» Data
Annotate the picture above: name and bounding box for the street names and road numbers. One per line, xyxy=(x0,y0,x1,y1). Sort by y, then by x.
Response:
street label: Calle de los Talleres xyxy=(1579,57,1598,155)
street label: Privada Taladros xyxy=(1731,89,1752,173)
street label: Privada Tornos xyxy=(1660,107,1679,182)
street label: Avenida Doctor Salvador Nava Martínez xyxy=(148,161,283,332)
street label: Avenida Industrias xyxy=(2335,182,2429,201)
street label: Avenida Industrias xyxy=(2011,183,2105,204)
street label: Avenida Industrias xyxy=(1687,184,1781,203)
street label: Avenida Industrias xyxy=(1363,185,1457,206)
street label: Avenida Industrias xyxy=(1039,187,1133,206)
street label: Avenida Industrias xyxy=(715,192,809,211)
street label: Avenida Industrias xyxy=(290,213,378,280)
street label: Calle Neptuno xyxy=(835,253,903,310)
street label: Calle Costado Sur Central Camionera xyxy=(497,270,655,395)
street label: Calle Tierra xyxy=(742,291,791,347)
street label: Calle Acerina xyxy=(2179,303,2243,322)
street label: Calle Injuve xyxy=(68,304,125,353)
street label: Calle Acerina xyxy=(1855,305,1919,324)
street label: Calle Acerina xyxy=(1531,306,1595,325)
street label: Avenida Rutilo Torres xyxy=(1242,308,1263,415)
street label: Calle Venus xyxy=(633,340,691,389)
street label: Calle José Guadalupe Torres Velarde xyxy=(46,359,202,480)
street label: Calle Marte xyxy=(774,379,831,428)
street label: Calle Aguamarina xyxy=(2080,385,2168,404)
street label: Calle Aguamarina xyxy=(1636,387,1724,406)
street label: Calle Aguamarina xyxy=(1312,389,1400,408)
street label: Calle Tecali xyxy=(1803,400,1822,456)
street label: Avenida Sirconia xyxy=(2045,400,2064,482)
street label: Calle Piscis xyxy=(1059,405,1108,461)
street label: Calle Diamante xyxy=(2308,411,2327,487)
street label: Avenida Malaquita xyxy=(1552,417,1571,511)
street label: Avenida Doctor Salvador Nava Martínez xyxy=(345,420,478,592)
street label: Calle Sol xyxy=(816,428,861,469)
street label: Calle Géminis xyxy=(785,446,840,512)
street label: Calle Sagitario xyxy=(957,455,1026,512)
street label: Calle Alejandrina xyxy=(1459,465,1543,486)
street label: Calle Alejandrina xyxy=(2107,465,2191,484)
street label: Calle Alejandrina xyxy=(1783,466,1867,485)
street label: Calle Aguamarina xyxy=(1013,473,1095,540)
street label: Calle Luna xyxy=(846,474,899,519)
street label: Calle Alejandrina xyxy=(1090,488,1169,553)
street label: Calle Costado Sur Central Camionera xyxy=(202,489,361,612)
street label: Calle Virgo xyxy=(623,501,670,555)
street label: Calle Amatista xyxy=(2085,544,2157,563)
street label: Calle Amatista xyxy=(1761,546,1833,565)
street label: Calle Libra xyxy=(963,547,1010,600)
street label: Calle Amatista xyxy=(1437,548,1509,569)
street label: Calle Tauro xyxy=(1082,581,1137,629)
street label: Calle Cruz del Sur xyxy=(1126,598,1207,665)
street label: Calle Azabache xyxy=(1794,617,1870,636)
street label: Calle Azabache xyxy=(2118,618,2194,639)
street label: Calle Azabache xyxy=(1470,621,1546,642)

» What to do
Go through the entries and copy every line with "Alejandrina".

» Output
street label: Calle Alejandrina xyxy=(1459,465,1543,486)
street label: Calle Alejandrina xyxy=(2107,465,2191,484)
street label: Calle Alejandrina xyxy=(1783,466,1867,485)
street label: Calle Alejandrina xyxy=(1090,488,1169,553)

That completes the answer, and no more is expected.